The data:
════

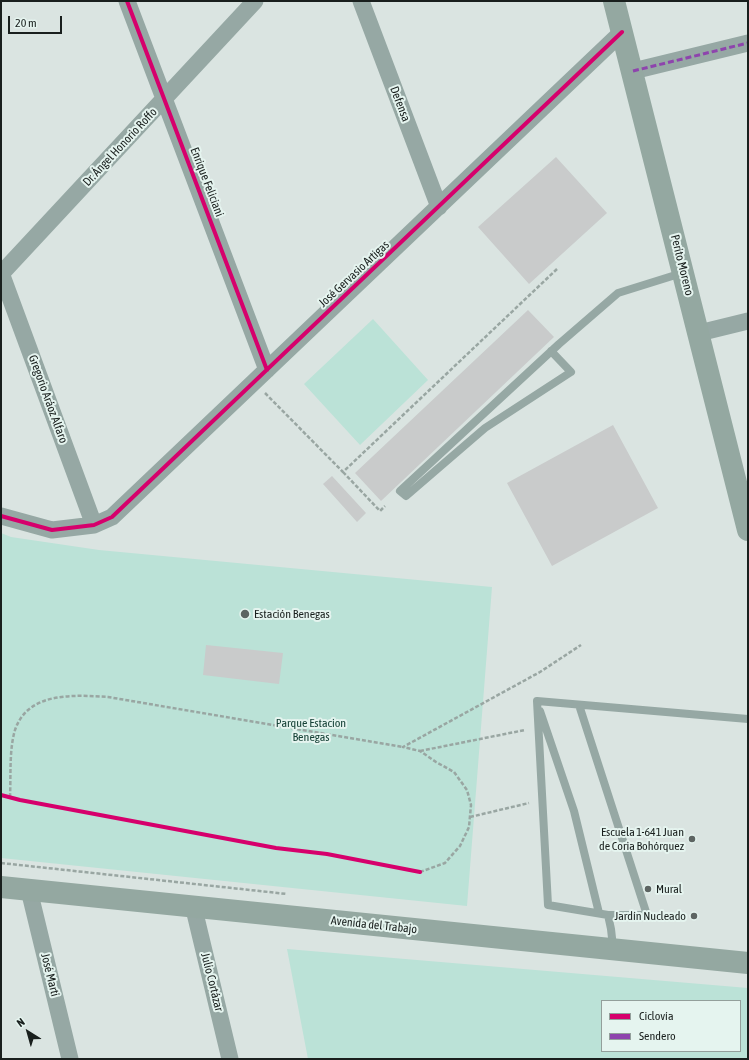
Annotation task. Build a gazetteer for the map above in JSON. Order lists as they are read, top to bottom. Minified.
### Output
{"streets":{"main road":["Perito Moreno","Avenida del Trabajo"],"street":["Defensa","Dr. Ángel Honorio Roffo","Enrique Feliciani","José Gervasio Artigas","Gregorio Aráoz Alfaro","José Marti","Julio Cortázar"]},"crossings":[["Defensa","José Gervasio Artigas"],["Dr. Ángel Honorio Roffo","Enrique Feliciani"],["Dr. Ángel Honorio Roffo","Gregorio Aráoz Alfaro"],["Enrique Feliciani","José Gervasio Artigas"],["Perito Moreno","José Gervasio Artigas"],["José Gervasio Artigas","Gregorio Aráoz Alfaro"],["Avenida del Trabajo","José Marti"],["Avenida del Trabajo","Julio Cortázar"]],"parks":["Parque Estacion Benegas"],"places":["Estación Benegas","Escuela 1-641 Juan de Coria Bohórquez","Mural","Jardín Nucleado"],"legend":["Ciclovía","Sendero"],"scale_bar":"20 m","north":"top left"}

════

Exercise instructions:
Every line above should be duplicated exactly; the pictures are to be left out.

Reply:
Annotation task. Build a gazetteer for the map above in JSON. Order lists as they are read, top to bottom. Minified.
### Output
{"streets":{"main road":["Perito Moreno","Avenida del Trabajo"],"street":["Defensa","Dr. Ángel Honorio Roffo","Enrique Feliciani","José Gervasio Artigas","Gregorio Aráoz Alfaro","José Marti","Julio Cortázar"]},"crossings":[["Defensa","José Gervasio Artigas"],["Dr. Ángel Honorio Roffo","Enrique Feliciani"],["Dr. Ángel Honorio Roffo","Gregorio Aráoz Alfaro"],["Enrique Feliciani","José Gervasio Artigas"],["Perito Moreno","José Gervasio Artigas"],["José Gervasio Artigas","Gregorio Aráoz Alfaro"],["Avenida del Trabajo","José Marti"],["Avenida del Trabajo","Julio Cortázar"]],"parks":["Parque Estacion Benegas"],"places":["Estación Benegas","Escuela 1-641 Juan de Coria Bohórquez","Mural","Jardín Nucleado"],"legend":["Ciclovía","Sendero"],"scale_bar":"20 m","north":"top left"}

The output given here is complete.